§ **Exercise directions**
Your answer should hold only the line containing "Build a gazetteer" and each line that follows it in the listing, copied exactly.
Start of Material provided
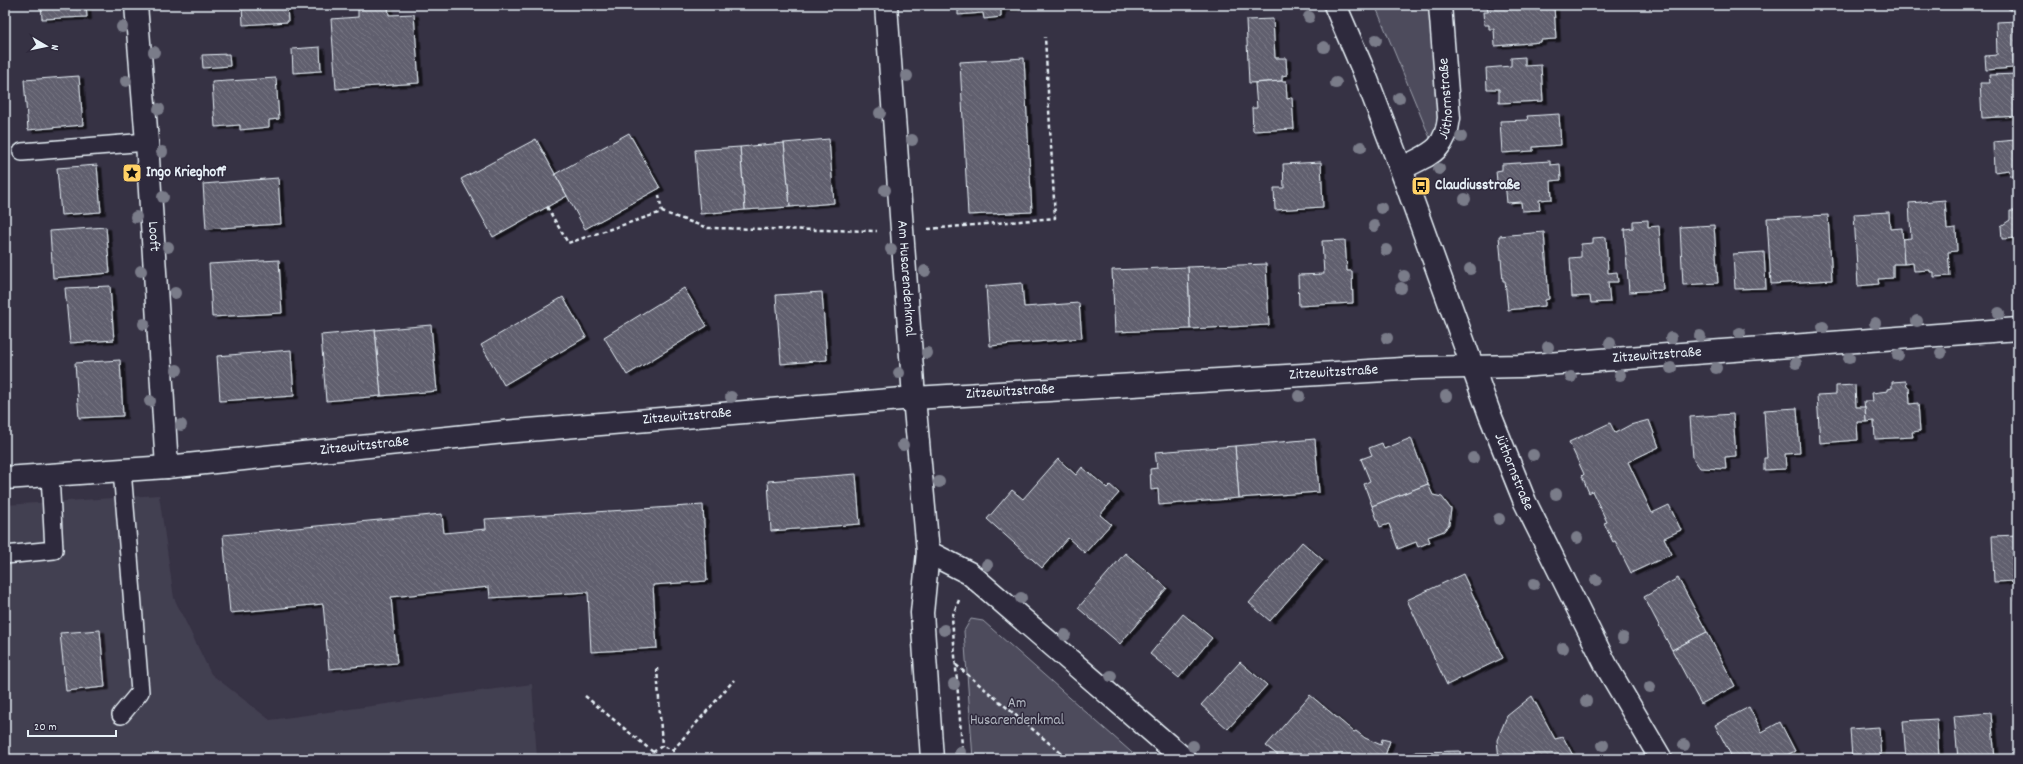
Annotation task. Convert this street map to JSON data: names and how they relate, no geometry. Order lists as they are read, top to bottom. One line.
{"streets":{"street":["Jüthornstraße","Looft","Am Husarendenkmal","Zitzewitzstraße"]},"crossings":[["Jüthornstraße","Zitzewitzstraße"],["Looft","Zitzewitzstraße"],["Am Husarendenkmal","Zitzewitzstraße"]],"parks":["Am Husarendenkmal"],"places":{"place":["Ingo Krieghoff"],"bus stop":["Claudiusstraße"]},"scale_bar":"20 m","north":"right"}
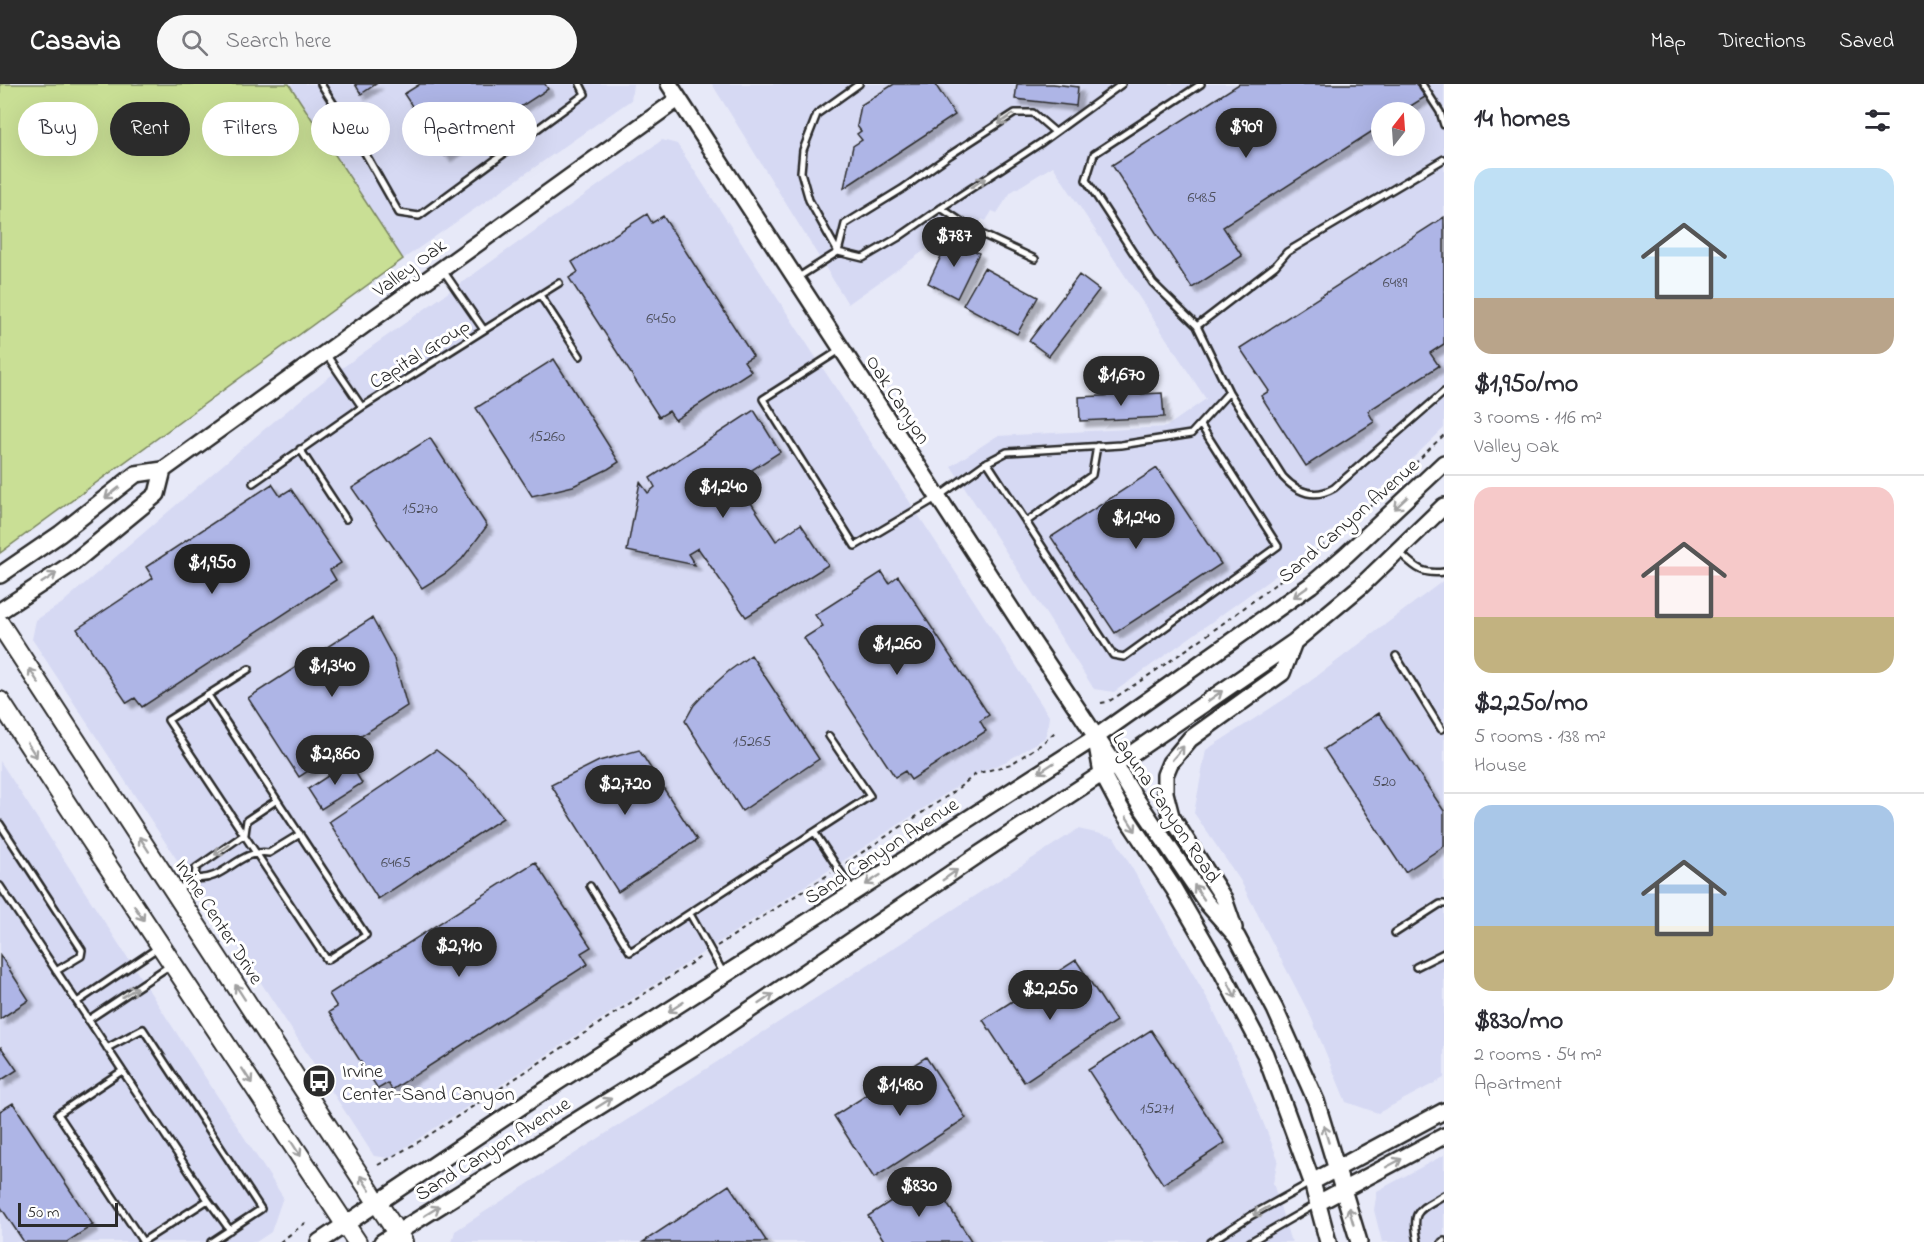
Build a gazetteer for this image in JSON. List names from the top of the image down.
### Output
End of Material provided
§ **Answer to the problem**
Build a gazetteer for this image in JSON. List names from the top of the image down.
### Output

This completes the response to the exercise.